| DIRECTIONS FOR THIS TASK |
Examine each line of the data. Copy the line if it includes the word "cycleway".

| ENTRIES PROVIDED |
###

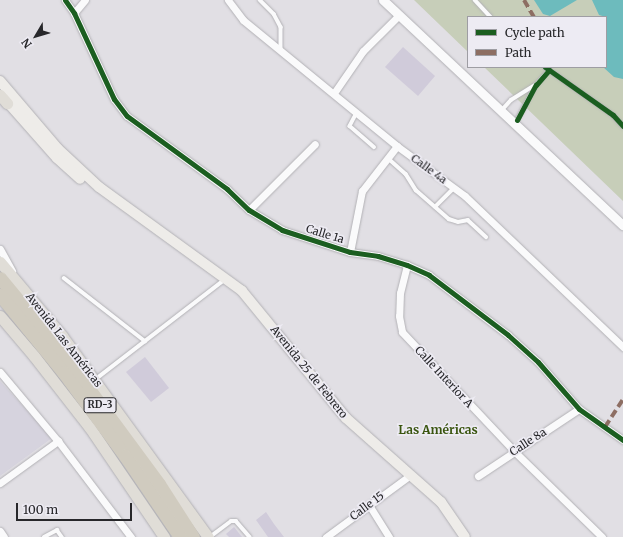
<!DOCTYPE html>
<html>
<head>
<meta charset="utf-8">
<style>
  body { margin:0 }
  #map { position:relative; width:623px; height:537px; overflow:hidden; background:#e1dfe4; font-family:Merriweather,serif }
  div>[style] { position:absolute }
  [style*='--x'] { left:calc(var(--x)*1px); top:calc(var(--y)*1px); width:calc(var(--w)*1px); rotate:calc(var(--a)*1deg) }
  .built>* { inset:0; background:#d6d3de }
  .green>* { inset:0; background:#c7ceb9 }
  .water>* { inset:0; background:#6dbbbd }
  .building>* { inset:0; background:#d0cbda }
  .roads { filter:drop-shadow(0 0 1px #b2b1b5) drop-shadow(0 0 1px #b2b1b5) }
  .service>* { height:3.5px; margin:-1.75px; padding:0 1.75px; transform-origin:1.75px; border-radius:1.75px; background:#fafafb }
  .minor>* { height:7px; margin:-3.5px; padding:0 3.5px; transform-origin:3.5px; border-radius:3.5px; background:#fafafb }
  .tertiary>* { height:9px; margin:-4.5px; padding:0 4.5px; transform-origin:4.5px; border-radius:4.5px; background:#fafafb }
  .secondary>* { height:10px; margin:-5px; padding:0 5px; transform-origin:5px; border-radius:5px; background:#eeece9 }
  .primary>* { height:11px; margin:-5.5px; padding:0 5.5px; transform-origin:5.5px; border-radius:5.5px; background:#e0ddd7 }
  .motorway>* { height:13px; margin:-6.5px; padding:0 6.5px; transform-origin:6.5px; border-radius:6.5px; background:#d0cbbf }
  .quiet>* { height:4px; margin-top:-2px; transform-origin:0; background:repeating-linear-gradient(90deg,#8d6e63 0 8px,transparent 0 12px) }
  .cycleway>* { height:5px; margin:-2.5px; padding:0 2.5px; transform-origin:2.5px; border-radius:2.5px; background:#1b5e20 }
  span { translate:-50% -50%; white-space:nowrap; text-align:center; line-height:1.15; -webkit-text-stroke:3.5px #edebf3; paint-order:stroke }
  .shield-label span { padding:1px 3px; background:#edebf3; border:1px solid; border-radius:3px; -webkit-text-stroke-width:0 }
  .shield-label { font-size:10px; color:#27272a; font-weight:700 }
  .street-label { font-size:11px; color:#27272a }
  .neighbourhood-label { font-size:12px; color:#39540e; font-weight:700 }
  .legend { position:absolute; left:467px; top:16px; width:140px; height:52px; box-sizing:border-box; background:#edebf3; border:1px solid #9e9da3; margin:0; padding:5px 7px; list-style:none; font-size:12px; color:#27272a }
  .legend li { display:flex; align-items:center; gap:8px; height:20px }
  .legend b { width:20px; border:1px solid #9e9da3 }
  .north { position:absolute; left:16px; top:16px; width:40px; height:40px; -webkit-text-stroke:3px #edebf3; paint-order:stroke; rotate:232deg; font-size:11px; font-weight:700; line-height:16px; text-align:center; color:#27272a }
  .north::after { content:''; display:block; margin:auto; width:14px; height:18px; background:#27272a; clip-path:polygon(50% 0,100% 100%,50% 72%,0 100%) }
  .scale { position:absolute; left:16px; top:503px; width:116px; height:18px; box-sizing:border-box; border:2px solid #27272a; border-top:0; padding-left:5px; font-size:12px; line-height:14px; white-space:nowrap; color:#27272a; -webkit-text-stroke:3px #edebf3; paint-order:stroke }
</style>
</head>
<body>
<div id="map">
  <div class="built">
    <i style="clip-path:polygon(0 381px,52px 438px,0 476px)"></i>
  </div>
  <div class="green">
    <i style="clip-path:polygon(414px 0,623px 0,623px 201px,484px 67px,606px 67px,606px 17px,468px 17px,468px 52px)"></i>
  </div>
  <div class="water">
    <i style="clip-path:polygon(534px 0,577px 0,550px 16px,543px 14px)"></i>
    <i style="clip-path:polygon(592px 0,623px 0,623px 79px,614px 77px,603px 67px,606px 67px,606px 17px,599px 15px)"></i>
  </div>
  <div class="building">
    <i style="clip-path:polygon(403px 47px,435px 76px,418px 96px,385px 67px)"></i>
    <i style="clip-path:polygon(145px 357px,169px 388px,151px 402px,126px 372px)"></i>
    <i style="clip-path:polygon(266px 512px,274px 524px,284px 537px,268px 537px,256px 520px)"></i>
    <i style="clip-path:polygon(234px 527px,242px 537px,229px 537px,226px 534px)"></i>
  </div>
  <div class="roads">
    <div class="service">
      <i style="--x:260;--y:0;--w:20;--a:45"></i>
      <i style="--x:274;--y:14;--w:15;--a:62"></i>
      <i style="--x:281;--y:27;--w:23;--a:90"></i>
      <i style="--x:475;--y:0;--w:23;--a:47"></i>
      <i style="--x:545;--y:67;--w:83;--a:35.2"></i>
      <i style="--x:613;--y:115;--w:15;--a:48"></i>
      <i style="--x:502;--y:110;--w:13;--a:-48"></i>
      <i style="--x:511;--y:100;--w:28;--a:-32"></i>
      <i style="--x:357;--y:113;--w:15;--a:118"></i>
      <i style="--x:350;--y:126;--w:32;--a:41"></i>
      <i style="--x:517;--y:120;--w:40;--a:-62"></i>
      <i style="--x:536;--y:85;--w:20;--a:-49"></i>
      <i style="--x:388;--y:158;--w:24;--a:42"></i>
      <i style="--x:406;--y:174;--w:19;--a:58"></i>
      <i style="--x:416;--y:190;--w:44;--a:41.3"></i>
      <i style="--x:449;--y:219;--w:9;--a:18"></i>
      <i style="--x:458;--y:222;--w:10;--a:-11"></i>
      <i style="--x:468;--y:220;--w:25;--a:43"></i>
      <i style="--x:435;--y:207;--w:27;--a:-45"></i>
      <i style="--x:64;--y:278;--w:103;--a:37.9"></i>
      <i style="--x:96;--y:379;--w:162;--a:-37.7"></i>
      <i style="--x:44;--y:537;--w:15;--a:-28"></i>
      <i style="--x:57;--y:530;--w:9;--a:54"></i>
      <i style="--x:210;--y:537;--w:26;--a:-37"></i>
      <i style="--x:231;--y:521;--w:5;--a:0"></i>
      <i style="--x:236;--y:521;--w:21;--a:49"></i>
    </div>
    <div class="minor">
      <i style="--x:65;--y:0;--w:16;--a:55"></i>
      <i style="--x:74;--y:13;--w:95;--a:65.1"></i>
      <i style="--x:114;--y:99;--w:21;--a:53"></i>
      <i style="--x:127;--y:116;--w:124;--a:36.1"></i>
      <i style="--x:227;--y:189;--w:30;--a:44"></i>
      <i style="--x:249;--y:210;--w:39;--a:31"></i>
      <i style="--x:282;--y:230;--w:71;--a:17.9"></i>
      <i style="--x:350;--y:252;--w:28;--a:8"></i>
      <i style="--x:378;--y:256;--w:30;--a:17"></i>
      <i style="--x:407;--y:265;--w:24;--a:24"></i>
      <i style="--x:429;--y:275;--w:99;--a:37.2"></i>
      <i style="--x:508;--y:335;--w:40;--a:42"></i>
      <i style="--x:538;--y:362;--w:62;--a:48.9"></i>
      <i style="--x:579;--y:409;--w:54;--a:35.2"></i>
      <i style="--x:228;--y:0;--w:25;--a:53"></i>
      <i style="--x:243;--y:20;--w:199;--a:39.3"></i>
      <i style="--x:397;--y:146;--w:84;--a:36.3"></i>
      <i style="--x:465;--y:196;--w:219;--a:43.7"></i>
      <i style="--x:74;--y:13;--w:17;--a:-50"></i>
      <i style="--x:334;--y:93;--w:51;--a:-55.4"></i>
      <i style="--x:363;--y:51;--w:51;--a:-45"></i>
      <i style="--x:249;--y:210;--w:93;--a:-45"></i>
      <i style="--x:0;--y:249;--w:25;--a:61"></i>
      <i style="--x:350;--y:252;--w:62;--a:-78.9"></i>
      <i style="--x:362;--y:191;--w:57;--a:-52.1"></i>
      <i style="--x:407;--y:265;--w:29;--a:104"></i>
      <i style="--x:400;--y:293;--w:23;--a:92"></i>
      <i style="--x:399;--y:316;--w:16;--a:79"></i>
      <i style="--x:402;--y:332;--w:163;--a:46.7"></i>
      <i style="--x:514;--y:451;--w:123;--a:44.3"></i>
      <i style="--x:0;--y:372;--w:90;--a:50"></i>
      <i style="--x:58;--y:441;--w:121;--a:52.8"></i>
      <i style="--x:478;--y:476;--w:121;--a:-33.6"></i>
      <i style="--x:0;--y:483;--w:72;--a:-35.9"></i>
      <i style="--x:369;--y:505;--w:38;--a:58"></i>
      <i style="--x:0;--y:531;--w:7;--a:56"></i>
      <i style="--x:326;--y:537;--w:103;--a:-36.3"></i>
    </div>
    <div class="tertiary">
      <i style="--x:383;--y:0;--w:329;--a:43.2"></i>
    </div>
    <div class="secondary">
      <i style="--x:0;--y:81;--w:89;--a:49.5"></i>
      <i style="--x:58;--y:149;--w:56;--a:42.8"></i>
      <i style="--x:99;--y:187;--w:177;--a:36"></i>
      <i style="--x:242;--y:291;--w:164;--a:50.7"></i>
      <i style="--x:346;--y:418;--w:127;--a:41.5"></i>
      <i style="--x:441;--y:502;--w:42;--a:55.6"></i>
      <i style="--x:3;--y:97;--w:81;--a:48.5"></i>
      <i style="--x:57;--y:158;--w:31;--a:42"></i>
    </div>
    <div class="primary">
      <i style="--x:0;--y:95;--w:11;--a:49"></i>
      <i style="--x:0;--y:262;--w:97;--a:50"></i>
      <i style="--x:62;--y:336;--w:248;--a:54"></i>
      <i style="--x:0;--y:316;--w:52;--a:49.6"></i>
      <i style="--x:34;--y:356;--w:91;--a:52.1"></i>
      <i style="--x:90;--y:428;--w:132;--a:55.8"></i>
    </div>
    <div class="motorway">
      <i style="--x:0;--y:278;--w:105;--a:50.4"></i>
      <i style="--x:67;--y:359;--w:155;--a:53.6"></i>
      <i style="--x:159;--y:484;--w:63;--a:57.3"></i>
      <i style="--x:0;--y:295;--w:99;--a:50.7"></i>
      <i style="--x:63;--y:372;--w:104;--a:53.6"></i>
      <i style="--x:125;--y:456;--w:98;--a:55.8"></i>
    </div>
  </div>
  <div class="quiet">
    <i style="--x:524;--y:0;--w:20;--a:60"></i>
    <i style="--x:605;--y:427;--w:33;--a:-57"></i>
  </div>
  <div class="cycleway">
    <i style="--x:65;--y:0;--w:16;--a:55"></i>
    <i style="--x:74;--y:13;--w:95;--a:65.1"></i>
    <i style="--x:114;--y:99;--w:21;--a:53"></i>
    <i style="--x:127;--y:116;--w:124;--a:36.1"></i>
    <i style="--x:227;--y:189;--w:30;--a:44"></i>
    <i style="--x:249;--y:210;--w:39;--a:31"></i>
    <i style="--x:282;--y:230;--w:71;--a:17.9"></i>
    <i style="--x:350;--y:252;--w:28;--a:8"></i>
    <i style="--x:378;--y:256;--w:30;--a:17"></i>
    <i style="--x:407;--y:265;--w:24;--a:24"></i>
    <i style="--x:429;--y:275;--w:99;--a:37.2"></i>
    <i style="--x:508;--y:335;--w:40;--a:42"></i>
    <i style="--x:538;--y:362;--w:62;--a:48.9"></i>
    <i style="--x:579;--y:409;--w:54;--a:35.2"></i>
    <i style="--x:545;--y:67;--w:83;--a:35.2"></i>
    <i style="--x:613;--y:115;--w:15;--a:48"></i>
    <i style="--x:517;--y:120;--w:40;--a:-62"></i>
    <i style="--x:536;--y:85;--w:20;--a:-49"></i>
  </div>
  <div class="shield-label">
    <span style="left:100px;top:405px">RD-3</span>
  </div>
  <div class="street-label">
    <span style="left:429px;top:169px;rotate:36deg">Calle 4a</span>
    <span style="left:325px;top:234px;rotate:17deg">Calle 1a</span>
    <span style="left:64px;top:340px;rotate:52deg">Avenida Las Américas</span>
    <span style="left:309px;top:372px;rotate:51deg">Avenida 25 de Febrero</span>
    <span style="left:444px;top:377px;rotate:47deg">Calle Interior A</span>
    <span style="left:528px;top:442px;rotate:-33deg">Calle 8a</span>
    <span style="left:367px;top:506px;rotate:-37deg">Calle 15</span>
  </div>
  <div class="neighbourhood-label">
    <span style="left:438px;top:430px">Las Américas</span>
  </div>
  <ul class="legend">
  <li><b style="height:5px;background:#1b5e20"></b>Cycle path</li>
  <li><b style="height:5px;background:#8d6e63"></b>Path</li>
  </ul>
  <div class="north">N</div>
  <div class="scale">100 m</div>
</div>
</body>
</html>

###

| WRITTEN ANSWER |
  .cycleway>* { height:5px; margin:-2.5px; padding:0 2.5px; transform-origin:2.5px; border-radius:2.5px; background:#1b5e20 }
  <div class="cycleway">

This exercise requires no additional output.